When stunned to learn that no American airport is named after a woman, I began calling for Washington Dulles International airport to be renamed for Eleanor Roosevelt. But to me, it is most important to honor women, not score partisan points. Justice O’Connor deserves lasting recognition, both because of her place in history and her efforts to elevate civic learning for all Americans.

Hers is a quintessential American success story. She lived on a rural Arizona ranch as a child, without water or electricity, nine miles from the nearest paved road, yet she earned admission to Stanford and Stanford Law School. Despite being among the law school’s top students, her gender made finding a legal job difficult; she ultimately found a position as a deputy county attorney in San Mateo, California, by agreeing to volunteer and share an office with her secretary.

With three young children, she later took five years away from the practice of law.
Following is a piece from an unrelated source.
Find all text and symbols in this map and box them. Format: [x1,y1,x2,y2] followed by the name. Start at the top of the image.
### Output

Her subsequent rise was remarkable. After four years as assistant Attorney General of Arizona, in 1969 she was appointed to fill a vacancy in the Arizona Senate and then won election. In 1973, she became Senate Majority Leader — the first woman in that role anywhere in the nation. She won election to the Maricopa County Superior Court in 1974 and in 1979 was appointed to the Arizona State Court of Appeals. In 1981 came her historic appointment by Ronald Reagan to the U.S. Supreme Court, winning confirmation without a dissenting vote.

I disagree with some of Justice O’Connor’s rulings on the court, and I suspect other Americans do too. But no one questions the seriousness and intelligence she brought to her jurisprudence, and to the burden she carried so well of proving that a woman could be an effective justice. That was no small feat, from having to ask for a women’s restroom to be added to the court to correcting the New York Times in 1983 when it wrote that the court was all men.
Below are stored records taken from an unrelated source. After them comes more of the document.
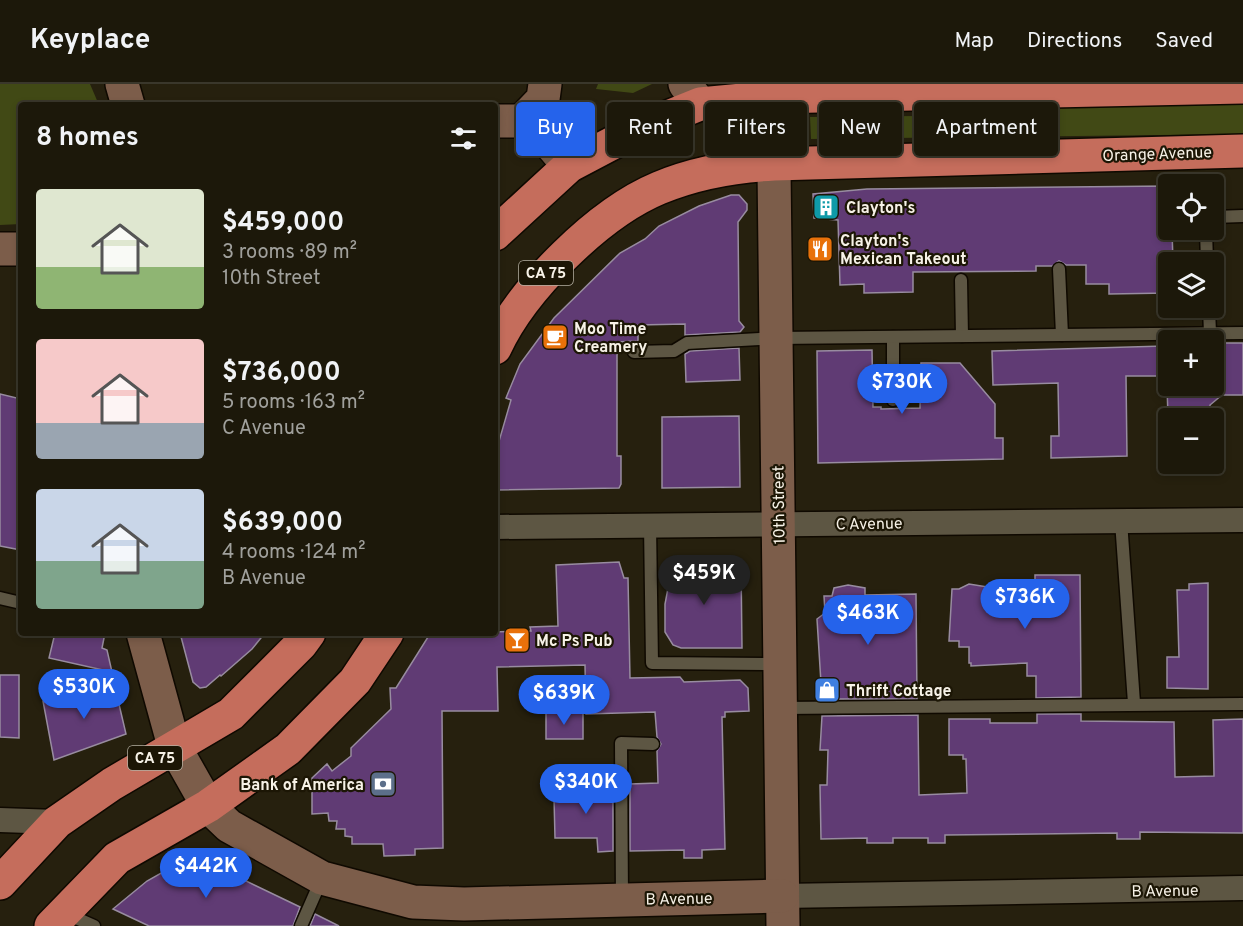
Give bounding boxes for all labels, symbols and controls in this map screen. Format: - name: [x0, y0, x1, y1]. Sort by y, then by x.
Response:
- text: Keyplace: [30, 23, 150, 59]
- text: Map: [954, 28, 994, 55]
- text: Directions: [1027, 28, 1122, 55]
- text: Saved: [1155, 28, 1213, 55]
- chip: Buy: [516, 102, 595, 156]
- chip: Rent: [607, 102, 693, 156]
- chip: Filters: [705, 102, 807, 156]
- chip: New: [819, 102, 902, 156]
- chip: Apartment: [914, 102, 1058, 156]
- text: 8 homes: [36, 122, 139, 155]
- icon: filters: [447, 122, 480, 155]
- street label: Orange Avenue: [1102, 143, 1212, 167]
- map controls: [1158, 174, 1224, 474]
- button: locate: [1158, 174, 1224, 240]
- building icon: Clayton's: [811, 192, 841, 222]
- place label: Clayton's: [846, 199, 915, 219]
- text: $459,000: [222, 207, 344, 240]
- icon: home: [84, 213, 156, 285]
- place label: Clayton's Mexican Takeout: [840, 232, 966, 270]
- restaurant icon: Clayton's Mexican Takeout: [805, 234, 835, 264]
- text: 3 rooms · 89 m²: [222, 240, 357, 266]
- button: layers: [1158, 252, 1224, 318]
- road number: CA 75: [519, 261, 573, 285]
- text: 10th Street: [222, 266, 320, 292]
- place label: Moo Time Creamery: [574, 320, 647, 358]
- cafe icon: Moo Time Creamery: [540, 322, 570, 352]
- button: +: [1158, 330, 1224, 396]
- text: $736,000: [222, 357, 341, 390]
- icon: home: [84, 363, 156, 435]
- pin: $730K: [860, 364, 944, 415]
- text: $730K: [871, 370, 933, 396]
- text: 5 rooms · 163 m²: [222, 390, 365, 416]
- button: −: [1158, 408, 1224, 474]
- text: C Avenue: [222, 416, 306, 442]
- street label: 10th Street: [769, 465, 791, 545]
- text: $639,000: [222, 507, 343, 540]
- icon: home: [84, 513, 156, 585]
- street label: C Avenue: [835, 514, 903, 536]
- text: 4 rooms · 124 m²: [222, 540, 365, 566]
- pin: $459K: [662, 555, 746, 606]
- text: $459K: [672, 561, 736, 587]
- text: B Avenue: [222, 566, 306, 592]
- pin: $736K: [983, 579, 1067, 630]
- text: $736K: [995, 585, 1055, 611]
- pin: $463K: [826, 595, 910, 646]
- text: $463K: [836, 601, 900, 627]
- bar icon: Mc Ps Pub: [502, 625, 532, 655]
- place label: Mc Ps Pub: [536, 632, 613, 652]
- pin: $530K: [42, 669, 126, 720]
- text: $530K: [52, 675, 116, 701]
- pin: $639K: [522, 675, 606, 726]
- shop icon: Thrift Cottage: [812, 675, 842, 705]
- text: $639K: [533, 681, 595, 707]
- place label: Thrift Cottage: [846, 682, 952, 702]
- road number: CA 75: [128, 746, 182, 770]
- pin: $340K: [544, 764, 628, 815]
- bank icon: Bank of America: [368, 769, 398, 799]
- text: $340K: [554, 770, 618, 796]
- place label: Bank of America: [240, 776, 364, 796]
- pin: $442K: [164, 848, 248, 899]
- text: $442K: [174, 854, 238, 880]
- street label: B Avenue: [1131, 881, 1199, 903]
- street label: B Avenue: [645, 889, 713, 911]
Described by some as a “judicial minimalist,” Justice O’Connor often focused on the particular facts of the case at hand. In a court with underlying political divisions, this stance often put her in the role of being a “swing” deciding 5–4 cases. When she retired in 2005, her legacy as a jurist who addressed issues as they came was secure. While she may have agreed more often with the court’s more conservative justices, she found common ground with more liberal justices.

That attitude informed her priorities in the years since leaving the court, including as perhaps the nation’s most prominent advocate of civic learning. In 2009, she launched a website to provide interactive civics lessons to students and teachers, joined former congressman Lee Hamilton as co-chair for the Campaign for the Civic Mission of School and served on the Board of Trustees of the National Constitution Center

While partisans on both sides might grumble, I believe it’s time to send a message to the world that our most prominent international airport honors women leaders. Let’s celebrate Justice O’Connor and all the women who have served our nation by establishing the Sandra Day O’Connor International Airport.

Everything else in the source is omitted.